Finite-Time Minimax Bounds in Queueing Control
Abstract: We establish the first finite-time information‑theoretic lower bounds for the total queue length in scheduling problems over parallel queueing systems with adversarial arrivals. We also derive policies that achieve these lower bounds up to universal constants. Prior analyses of MaxWeight guarantee only stability and asymptotic optimality in heavy traffic. We prove that in the finite horizon (time) regime, MaxWeight incurs strictly larger backlogs by problem‑dependent factors which we identify. Our main innovations in this work include: 1) a minimax framework that pinpoints the precise problem parameters governing any policy’s finite‑time performance; 2) an information‑theoretic lower bound on the total queue length; 3) fundamental limitations of MaxWeight that it is suboptimal in finite time; and 4) a new scheduling rule that minimizes the full Lyapunov drift—including its second‑order term—thereby matching the lower bound under certain conditions, up to universal constants. These findings reveal fundamental limits on “drift‑only” methods and point the way toward principled, non‑asymptotic optimality in queueing control. (Joint work with Yujie Liu and Vincent Tan from NUS.)

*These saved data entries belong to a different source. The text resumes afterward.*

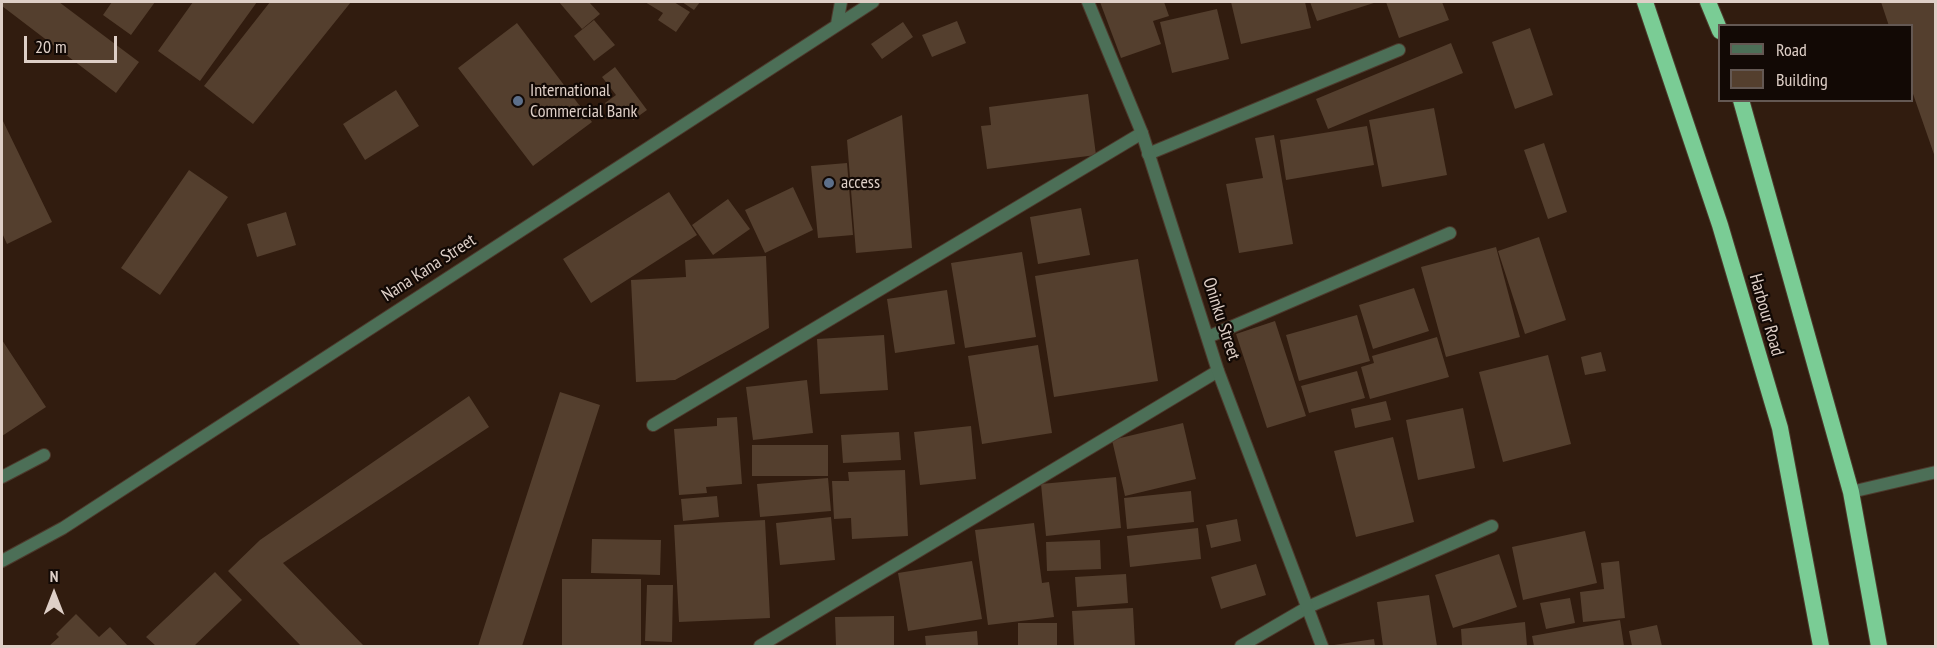 <!DOCTYPE html>
<style>
body{margin:0}
#map{position:relative;width:1937px;height:648px;overflow:hidden;background:#311c0f;font-family:"PT Sans Narrow",sans-serif}
canvas{display:block}
.frame{position:absolute;inset:0;border:3px solid #decfc7;pointer-events:none}
.legend{position:absolute;left:1718px;top:24px;width:195px;height:78px;box-sizing:border-box;background:#120905;border:2px solid #645853;margin:0;padding:8px 10px;list-style:none;font-size:18px;color:#decfc7}
.legend li{display:flex;align-items:center;gap:12px;height:30px}
.legend b{width:30px;border:2px solid #645853}
.north{position:absolute;left:24px;top:564px;width:60px;height:60px;-webkit-text-stroke:4px #120905;paint-order:stroke;rotate:0deg;font-size:16px;font-weight:700;line-height:24px;text-align:center;color:#decfc7}
.north::after{content:'';display:block;margin:auto;width:21px;height:27px;background:#decfc7;clip-path:polygon(50% 0,100% 100%,50% 72%,0 100%)}
.scale{position:absolute;left:24px;top:36px;width:93px;height:27px;box-sizing:border-box;border:3px solid #decfc7;border-top:0;padding-left:8px;font-size:18px;line-height:21px;white-space:nowrap;color:#decfc7;-webkit-text-stroke:4px #120905;paint-order:stroke}
</style>
<div id="map">
<canvas width="1937" height="648"></canvas>
<div class="frame"></div>
<ul class="legend">
<li><b style="height:8px;background:#4c6f57"></b>Road</li>
<li><b style="height:16px;background:#543f2e"></b>Building</li>
</ul>
<div class="north">N</div>
<div class="scale">20 m</div>
</div>
<script>
const c = document.querySelector('canvas').getContext('2d');
c.lineJoin = 'round';
function paint(path, color) {
  c.fillStyle = color;
  c.fill(path, 'evenodd');
}
function trace(path, color, width, dash) {
  c.strokeStyle = color;
  c.lineWidth = width;
  c.lineCap = dash ? 'butt' : 'round';
  c.setLineDash(dash || []);
  c.stroke(path);
}
function write(font, color, halo, rows, align = 'center') {
  c.font = font + ' "PT Sans Narrow",sans-serif';
  c.lineWidth = 4.5;
  c.setLineDash([]);
  c.textBaseline = 'middle';
  c.strokeStyle = halo;
  c.fillStyle = color;
  for (const [text, x, y, turn = 0] of rows) {
    c.save();
    c.translate(x, y);
    c.rotate((+turn || 0) * Math.PI / 180);
    c.textAlign = isNaN(turn) ? turn : align;
    if (halo) c.strokeText(text, 0, 0);
    c.fillText(text, 0, 0);
    c.restore();
  }
}
paint(new Path2D(`
 M2 2H59L139 62 116 93 2 6Z
 M112 2H155L131 35 103 15Z
 M193 2H257L200 81 158 51Z
 M270 2H351L253 124 204 86Z
 M559 2H589L600 14 582 29Z
 M645 2H674L690 12 676 32 658 20 663 13Z
 M682 2H700L694 10Z
 M1100 2H1164L1169 16 1153 21 1161 44 1121 58Z
 M1231 2H1305L1311 28 1241 44Z
 M1310 2H1377L1317 21Z
 M1386 2H1442L1449 20 1399 38Z
 M1881 2H1936V160L1912 91V26H1889Z
 M1217 9 1229 59 1172 73 1160 22Z
 M594 20 615 45 594 61 574 36Z
 M957 21 966 43 932 57 922 35Z
 M903 22 913 37 882 59 871 44Z
 M517 23 592 122 533 166 458 68Z
 M1530 28 1553 95 1515 109 1492 42Z
 M1451 43 1463 73 1328 129 1316 99Z
 M615 67 647 110 633 120 626 111 616 119 605 103 616 95 602 77Z
 M396 90 419 126 365 160 343 124Z
 M1088 94 1096 155 987 169 981 126 991 125 989 107Z
 M1434 108 1447 175 1382 187 1369 120Z
 M902 115 912 248 856 253 847 140Z
 M2 119 52 222 7 244 2 233Z
 M1367 126 1374 165 1286 180 1280 140Z
 M1274 135 1293 244 1239 253 1226 184 1263 178 1255 138Z
 M1544 143 1567 212 1548 219 1524 150Z
 M847 163 853 235 818 238 811 166Z
 M189 170 228 197 160 295 121 268Z
 M793 187 813 230 765 253 745 210Z
 M669 192 697 235 591 303 563 259Z
 M728 199 750 229 713 255 692 225Z
 M1081 208 1090 255 1038 264 1030 217Z
 M286 212 296 245 257 257 247 224Z
 M1539 237 1566 320 1525 334 1498 251Z
 M1496 247 1520 337 1446 357 1421 267Z
 M1022 252 1036 337 965 348 951 263Z
 M766 256 769 328 675 380 636 382 631 280 686 277 685 260Z
 M1138 259 1158 381 1054 397 1035 276Z
 M1414 288 1429 331 1373 349 1359 305Z
 M947 290 955 344 895 353 887 299Z
 M1357 315 1370 361 1299 381 1286 335Z
 M1275 321 1306 416 1267 428 1236 334Z
 M884 335 888 390 820 394 817 339Z
 M1437 337 1449 377 1370 399 1361 367 1374 363 1372 356Z
 M2 340 46 407 2 436Z
 M1038 345 1052 433 982 444 968 356Z
 M1601 352 1606 371 1585 375 1581 357Z
 M1548 355 1571 444 1503 462 1479 372Z
 M1357 371 1365 398 1309 413 1301 386Z
 M807 380 813 433 753 440 746 387Z
 M560 392 600 405 522 646H478Z
 M469 396 489 427 283 563 364 646H301L228 571 260 540Z
 M1386 401 1391 420 1355 428 1351 409Z
 M1463 408 1475 468 1418 480 1406 420Z
 M737 417 742 484 706 487 707 493 679 495 674 429 717 426V418Z
 M1183 423 1196 479 1125 496 1112 440Z
 M971 426 976 479 920 485 914 432Z
 M899 432 901 460 843 463 841 435Z
 M1393 437 1414 522 1356 537 1334 451Z
 M752 445H828V476H752Z
 M905 470 908 536 852 539 851 518 834 519 832 481H849L848 472Z
 M1116 477 1121 528 1046 536 1041 484Z
 M828 478 831 511 760 517 757 484Z
 M1191 491 1194 522 1127 529 1124 498Z
 M717 496 719 517 683 521 681 499Z
 M831 517 835 560 780 565 776 523Z
 M1237 519 1241 541 1211 548 1206 525Z
 M765 520 770 618 679 622 674 525Z
 M1034 523 1042 583 1049 582 1054 617 988 625 975 530Z
 M1198 528 1201 559 1130 567 1127 536Z
 M1585 531 1597 583 1523 600 1512 547Z
 M592 539 661 540 660 575 591 573Z
 M1100 540 1101 569 1047 571 1046 542Z
 M1499 554 1517 607 1453 628 1435 575Z
 M972 561 982 619 908 631 898 573Z
 M1619 561 1625 618 1583 622 1580 592 1604 589 1601 563Z
 M1256 564 1266 595 1221 609 1211 577Z
 M215 572 242 600 194 646H156L146 637Z
 M1126 574 1128 603 1077 607 1075 577Z
 M562 579H641V646H562Z
 M647 585H673L672 642 645 641Z
 M1429 595 1437 646H1383L1377 602Z
 M1570 598 1575 623 1546 629 1540 603Z
 M1133 608 1135 646H1074L1072 611Z
 M76 614 99 637 110 627 128 646H49L59 637 56 634Z
 M894 616V646H836L835 617Z
 M1620 620 1624 646H1534L1532 636Z
 M1525 622 1527 646H1462L1461 629Z
 M1018 623H1057V646H1018Z
 M1657 625 1662 646H1632L1629 631Z
 M977 631 978 646H926L925 636Z
 M1374 639 1375 646H1335L1334 645Z`), '#543f2e');
const service = new Path2D(`
 M2 477 44 455
 M1851 492 1936 472`);
const minor = new Path2D(`
 M1148 154 1399 50
 M1208 337 1450 233
 M653 425 1142 133
 M760 646 1218 371
 M1241 646 1308 607 1492 526`);
const tertiary = new Path2D(`
 M1088 2 1142 133 1218 371 1322 646
 M837 24 841 2
 M2 561 63 528 873 2`);
const trunk = new Path2D(`
 M1645 2 1720 225 1780 428 1821 646
 M1708 2 1720 31
 M1741 100 1851 492 1879 646`);
trace(service, '#4d392c', 14);
trace(minor, '#4d392c', 14);
trace(tertiary, '#4d392c', 14);
trace(trunk, '#4d392c', 18);
trace(service, '#4c6f57', 12);
trace(minor, '#4c6f57', 12);
trace(tertiary, '#4c6f57', 12);
trace(trunk, '#7acc95', 16);
for (const [x, y, r, color] of [
 [518,101,6,"#5c6f8a"],
 [829,183,6,"#5c6f8a"]
]) {
  const dot = new Path2D();
  dot.arc(x, y, r, 0, 2 * Math.PI);
  c.fillStyle = color;
  c.fill(dot);
  trace(dot, '#120905', 2);
}
write('18px', '#decfc7', '#120905', [
 ["International",530,91],
 ["Commercial Bank",530,112],
 ["access",841,183]
], 'left');
write('18px', '#decfc7', '#120905', [
 ["Nana Kana Street",429,268,-33],
 ["Harbour Road",1766,315,74],
 ["Oninku Street",1221,319,72]
]);
</script>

Biography: Yunbei Xu is an Assistant Professor (Presidential Young Professorship) at the National University of Singapore. With training in mathematics (BSc, Peking University), decision science (PhD, Columbia), and computing (postdoc, MIT), he works across machine learning theory, stochastic processes, optimization, and physical systems to integrate information and computation principles into next-generation fundamental science.